The holiday shopping season is nearly here and it’s time for savvy marketers to start planning their campaign spend. IAS sees over 500 billion individual data points per day, giving us a unique vantage point on the holiday advertising rush. In our recent webinar, “Tricks of the trade: holiday edition” we shared some of those insights and received a number of excellent questions about how to improve campaign performance in time to grab those holiday shopper dollars. In this blog post, we’ll answer all of your questions in a little more detail.
How can IAS help me to manage transactions through a PMP?
We’ve added dedicated reporting support from private marketplaces to increase visibility and transparency into PMP transactions. A deal ID macro can be passed to us through the major DSPs that we partner with in order to provide brand safety, viewability, and fraud reporting on PMP inventory. We want to make sure that you’re getting the most value for your dollar on those higher priced placements.
Why didn’t you use global numbers in the webinar and do you have this data for any other regions?
We regionalized this webinar for the US because holiday schedules and opportunities vary country by country. For instance, Boxing Day is far more significant in the UK than in the US. If you’re interested in receiving the UK version of this report you can email email@example.com.
Can you explain the difference between the numbers presented here and the numbers in the H1 2018 Media Quality Report?
The MQR is a global report covering a full half year in attempt to provide a broader narrative about the state of digital advertising both worldwide and in local markets. The presented here is more specific, we focused on the US holiday season and isolated campaigns by some of our largest retail partners. As a result, these numbers reflect a more focused view of digital advertising performance for that industry sector during a critical time of year.

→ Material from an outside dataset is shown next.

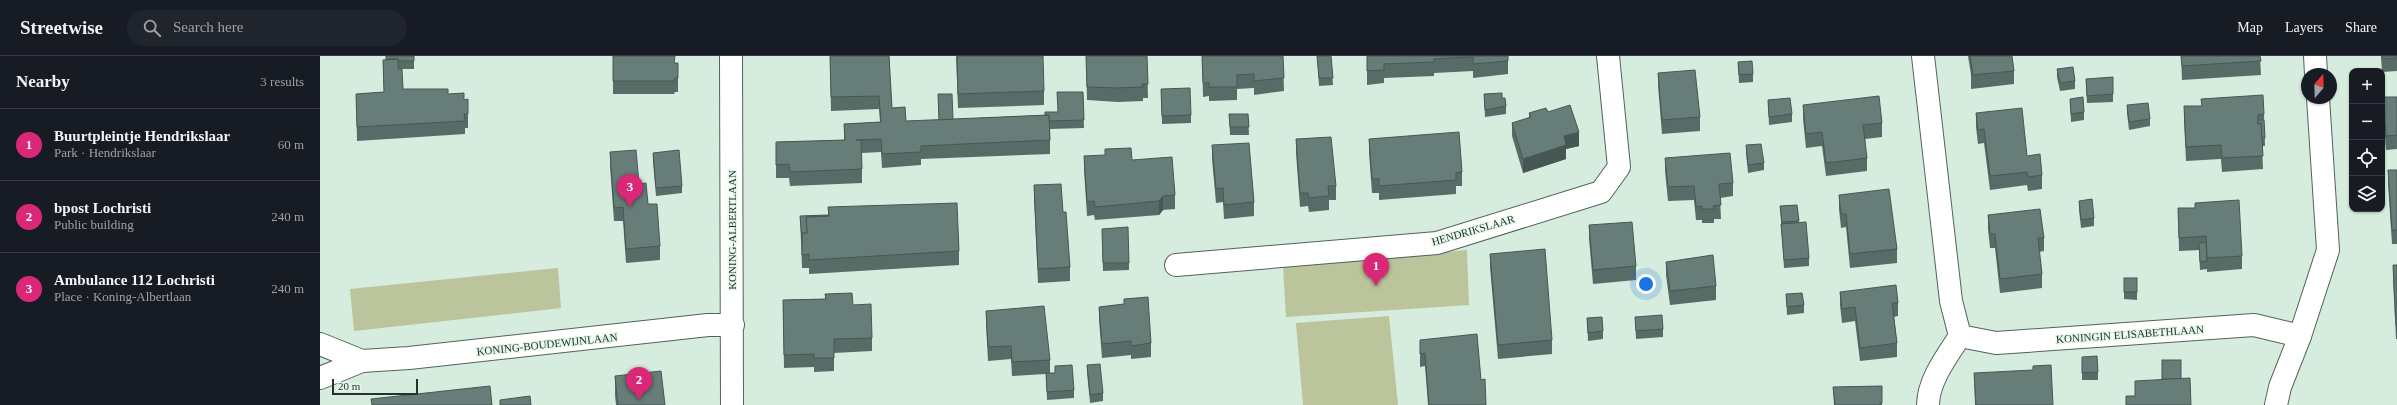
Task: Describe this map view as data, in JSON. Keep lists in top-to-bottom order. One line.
{"streets":{"street":["KONING-ALBERTLAAN","HENDRIKSLAAR","KONINGIN ELISABETHLAAN","KONING-BOUDEWIJNLAAN"]},"crossings":[["KONING-ALBERTLAAN","KONING-BOUDEWIJNLAAN"]],"scale_bar":"20 m","north":"top","page":{"header":"Streetwise","search":"Search here","nav":["Map","Layers","Share"],"heading":["Nearby","3 results"],"map_buttons":["+","−"],"list":[{"mark":"1","name":"Buurtpleintje Hendrikslaar","note":"Park · Hendrikslaar","value":"60 m"},{"mark":"2","name":"bpost Lochristi","note":"Public building","value":"240 m"},{"mark":"3","name":"Ambulance 112 Lochristi","note":"Place · Koning-Albertlaan","value":"240 m"}],"pins":["3","1","2"],"scale":"20 m"}}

Do you recommend separating mobile campaigns from desktop campaigns, or is better to run them together?
Historically, buyers have separated mobile in-app from desktop campaigns because of the lack of measurability or targetting in in-app environments. However, as we and our partners roll out greater measurement and targeting capabilities, we recommend combining desktop and mobile to make sure that you have an apples-to-apples measurement and targeting data regardless of the environment you’re running in.
How are you measuring viewability on mobile in-app if most partners don’t have the open SDK integration?
Currently, the data we see is co-mingled. We receive both MRAID and OM SDK signals, though in recent months we’ve seen an increase in partners integrating the SDK. Additionally, while some partners haven’t implemented OM SDK, most of our our largest partners have also integrated IAS’s own proprietary SDK providing a wide range of signals through partners like Inmobi and MoPub.
How is IAS working with partners to increase viewability benchmarks and move the industry closer to 90%?
At IAS we’re proud to be a part of moving the digital ecosystem toward higher standards of viewability through transparency. While that transparency does come, in part, from our viewability solutions which have raised the bar by allowing marketers to prioritize high-viewability inventory, it also comes from collaboration. We continue to work with our partners in the ad tech space on integrations that create greater transparency around the unviewable inventory. In addition, we’ve partnered with organizations like the Interactive Advertising Bureau (IAB) on open source projects like the Open Measurement SDK which provides a single standard for measuring viewable media in mobile environments.